KUDOS to Qwest! (Glad they're my phone co.!)

  1. For refusing to give up it customers' phone records without a subpoena.


    Qwest Refuses To Give Customer Records To NSA

    (CBS4) DENVER The government could be tracking the phone calls you're making.

    Phone companies, including AT&T and Verizon, have handed over millions of customer records to the National Security Agency.

    There's fierce debate over the practice and Denver-based Qwest Communications has refused to take part.

    According to the report in USA Today, Qwest is the only major telecom company that said it would not hand over its customer’s phone records without a court order.

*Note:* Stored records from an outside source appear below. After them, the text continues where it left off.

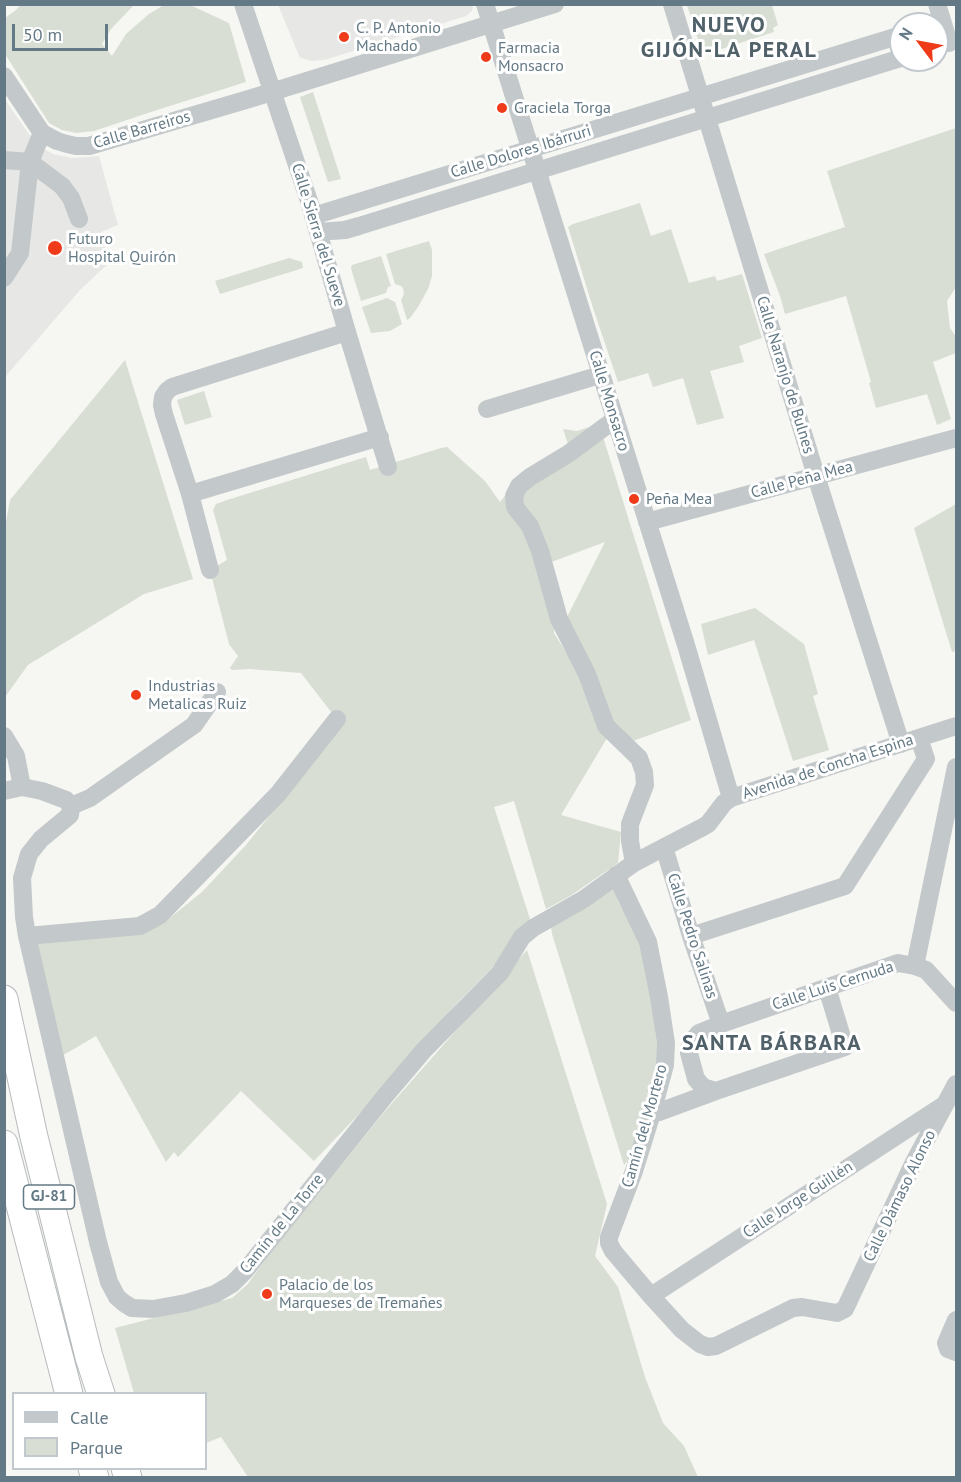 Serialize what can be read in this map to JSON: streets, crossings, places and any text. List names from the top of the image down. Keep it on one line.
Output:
{"streets":{"highway":["GJ-81"],"street":["Calle Barreiros","Calle Dolores Ibárruri","Calle Sierra del Sueve","Calle Naranjo de Bulnes","Calle Monsacro","Calle Peña Mea","Avenida de Concha Espina","Calle Pedro Salinas","Calle Luis Cernuda","Camín del Mortero","Calle Dámaso Alonso","Calle Jorge Guillén","Camín de La Torre"]},"crossings":[["Calle Barreiros","Calle Sierra del Sueve"],["Calle Barreiros","Calle Monsacro"],["Calle Dolores Ibárruri","Calle Sierra del Sueve"],["Calle Dolores Ibárruri","Calle Naranjo de Bulnes"],["Calle Dolores Ibárruri","Calle Monsacro"],["Calle Naranjo de Bulnes","Calle Peña Mea"],["Calle Naranjo de Bulnes","Avenida de Concha Espina"],["Calle Monsacro","Calle Peña Mea"],["Calle Monsacro","Avenida de Concha Espina"],["Avenida de Concha Espina","Calle Pedro Salinas"],["Avenida de Concha Espina","Camín del Mortero"],["Avenida de Concha Espina","Camín de La Torre"],["Calle Pedro Salinas","Calle Luis Cernuda"],["Camín del Mortero","Calle Dámaso Alonso"],["Camín del Mortero","Calle Jorge Guillén"],["Camín del Mortero","Camín de La Torre"],["Calle Dámaso Alonso","Calle Jorge Guillén"]],"districts":["NUEVO GIJÓN-LA PERAL","SANTA BÁRBARA"],"places":["C. P. Antonio Machado","Farmacia Monsacro","Graciela Torga","Futuro Hospital Quirón","Peña Mea","Industrias Metalicas Ruiz","Palacio de los Marqueses de Tremañes"],"legend":["Calle","Parque"],"scale_bar":"50 m","north":"top left"} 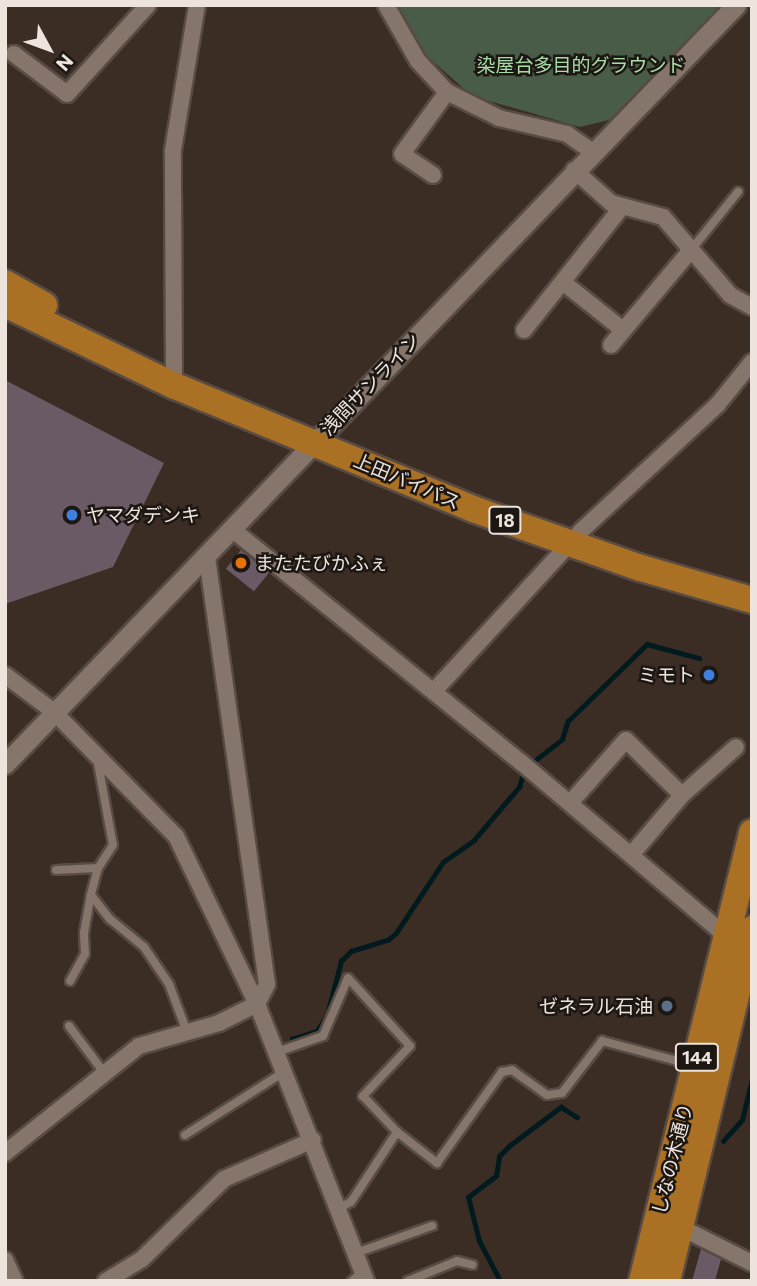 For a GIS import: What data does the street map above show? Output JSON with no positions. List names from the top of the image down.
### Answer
{
  "streets": {
    "highway": [
      "上田バイパス",
      "18",
      "144",
      "しなの木通り"
    ],
    "street": ["浅間サンライン"]
  },
  "crossings": [
    ["浅間サンライン", "上田バイパス"]
  ],
  "parks": ["染屋台多目的グラウンド"],
  "places": [
    "ヤマダデンキ",
    "またたびかふぇ",
    "ミモト",
    "ゼネラル石油"
  ],
  "north": "bottom right"
} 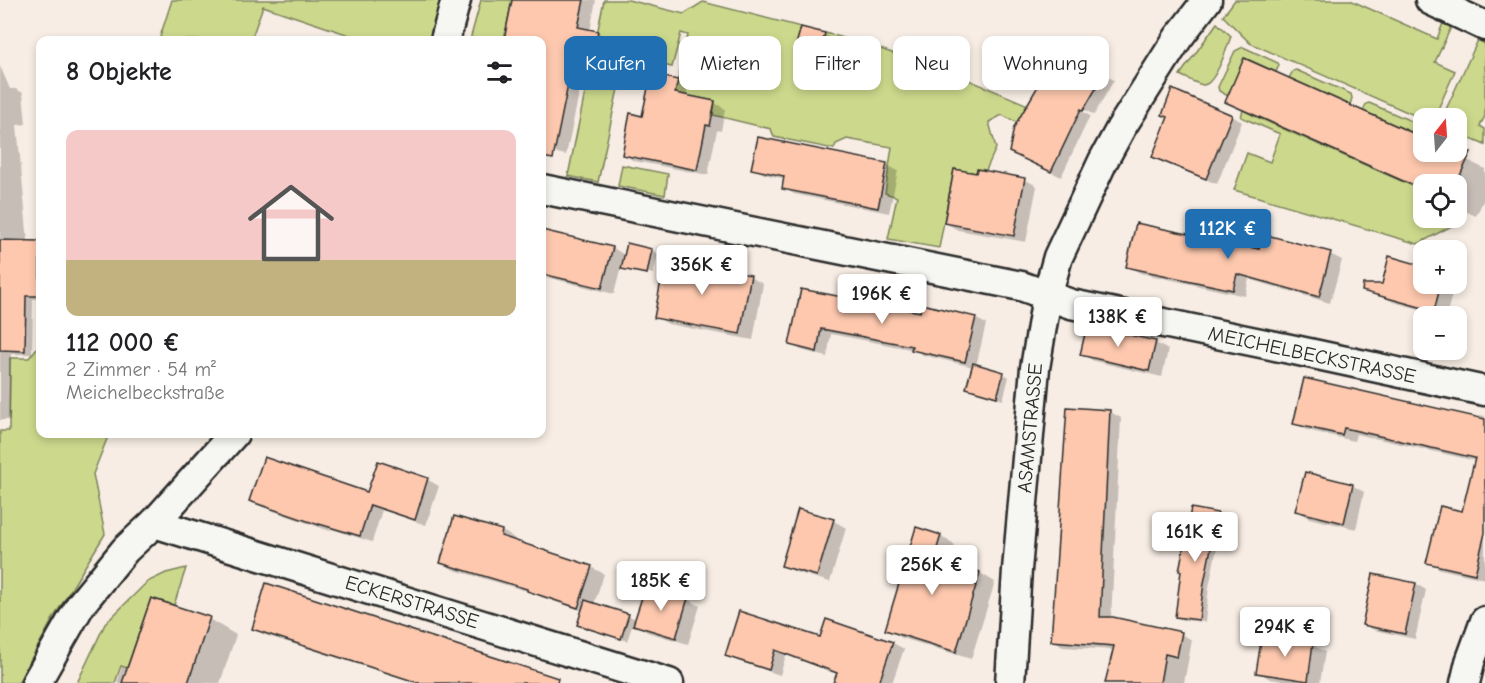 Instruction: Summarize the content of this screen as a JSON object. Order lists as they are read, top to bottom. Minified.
{"streets":{"street":["MEICHELBECKSTRASSE","ASAMSTRASSE","ECKERSTRASSE"]},"crossings":[["MEICHELBECKSTRASSE","ASAMSTRASSE"]],"north":"top","page":{"chip":["Kaufen","Mieten","Filter","Neu","Wohnung"],"heading":"8 Objekte","map_buttons":["+","−"],"list":[{"name":"112 000 €","note":"2 Zimmer · 54 m² · Meichelbeckstraße"}],"price":["112K €","356K €","196K €","138K €","161K €","256K €","185K €","294K €"]}}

    USA Today reported the phone records of ordinary Americans were secretly handed over to the NSA.

    A database was built without the knowledge of the secret court established by Congress.

    "The president has chosen to ignore all of those procedures as well as the procedures established in the recent Patriot Act amendments," University of Denver law professor John Soma said.

    President Bush said the government is trying to do everything within the law to prevent another terrorist attack.

    "We're not mining or trolling through the personal lives of millions of innocent Americans,” the President said. “Our efforts are focused on links to al Qaeda and their known affiliates."

    Qwest's spokesman in Denver said the company will not comment on matters related to national security.

    "Qwest is clearly the gold standard of privacy,” Soma, who is also a retired Air Force Lieutenant Colonel and head of the Privacy Foundation, said. “Their actions are the epitome of what corporations should be doing in protecting the privacy of their customers."

    In downtown Denver there are varying opinions on whether the ends justify the means.

    "If they can take a phone number back to a terrorist and get into their place where they live or where they're having their headquarters, I think it's great," a woman on 16th Street Mall said.

    A man on the mall said "Maybe the people that have it now think it's a very good idea and they'll do the right thing, but maybe you get somebody else in that has a totally different idea of how it should be used."

    Eavesdropping was not said to be a part of this program by the NSA, nor were customer’s names and addresses revealed.

    Some security experts believe the NSA may soon target cell phone calls, e-mails, and instant messages.